Building RESTful API may seem daunting, but if you follow the RESTful API Architecture Style Constraints rest assured it will set you on the right path and will help you develop high performance, scalability, simplicity, reliability, and maintainable RESTful API web services.
REST Concepts
The fundamental principle of REST is to use HTTP protocol for data communication between distributed hypermedia systems, and it revolves around the concept of resources where each and every component is considered as a resource, and those resources are accessed by common interfaces using HTTP methods.
REST is an architectural style and not a programming language or technology. It provides guidelines for distributed systems to communicate directly using the existing principles and protocols of the web to create web services and APIs
REST (Representational State Transfer) concepts were submitted as a PhD dissertation by Roy Fielding. As the founder of the REST style, he enforces the following 6 REST constraints as mandatory for any web service to be qualified as RESTful. These mandatory constraints are as follows.
REST Architectural Style Constraints
The following are the REST constraints:
- Client-server
- Statelessness
- Cacheable
- Uniform Interface
- Layered systems
- Code on demand (optional)
Client-server
The main purpose of client-server architecture is to help in the separation of concerns between the user interface and data storage. The client is acts as a requestor of services of the server, while the server act as the provider of services to the clients as per request.
First, there is no bound on the number of clients that can be serviced by a single server. It is also not mandatory that the client and server should reside in separate systems. Both can reside in the same system, based on the hardware configuration of the system and the type of functionality or service provided by the server.

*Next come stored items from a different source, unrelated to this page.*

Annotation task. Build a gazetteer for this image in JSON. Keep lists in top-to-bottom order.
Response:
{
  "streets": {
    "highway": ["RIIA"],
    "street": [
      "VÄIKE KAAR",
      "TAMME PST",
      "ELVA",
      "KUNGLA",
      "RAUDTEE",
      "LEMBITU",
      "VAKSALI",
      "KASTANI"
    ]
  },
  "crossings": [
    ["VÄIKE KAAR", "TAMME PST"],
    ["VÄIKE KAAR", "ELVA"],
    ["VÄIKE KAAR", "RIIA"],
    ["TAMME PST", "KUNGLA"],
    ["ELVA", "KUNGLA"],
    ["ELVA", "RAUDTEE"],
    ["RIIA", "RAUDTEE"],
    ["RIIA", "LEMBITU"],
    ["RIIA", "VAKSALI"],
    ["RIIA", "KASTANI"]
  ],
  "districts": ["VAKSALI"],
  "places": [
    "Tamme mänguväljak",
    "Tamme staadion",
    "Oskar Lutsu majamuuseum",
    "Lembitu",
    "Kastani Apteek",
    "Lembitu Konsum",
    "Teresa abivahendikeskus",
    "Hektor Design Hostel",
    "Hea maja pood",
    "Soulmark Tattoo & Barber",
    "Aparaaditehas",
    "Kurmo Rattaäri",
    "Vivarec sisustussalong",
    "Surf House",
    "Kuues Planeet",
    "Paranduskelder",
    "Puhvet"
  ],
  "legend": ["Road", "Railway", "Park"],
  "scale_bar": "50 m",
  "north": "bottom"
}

The communication between client and server happens through the exchange of messages using a request-response pattern. The client basically sends a request for a service, and the server returns a response. For this communication to happen efficiently, it is necessary to have a well-defined communication protocol that lays down the rules of communication, such as the format of request messages, response messages, error handling, and so on. To further streamline the process of client-server communication, the server implements a specific API that can be used by the client for accessing any specific service from the server.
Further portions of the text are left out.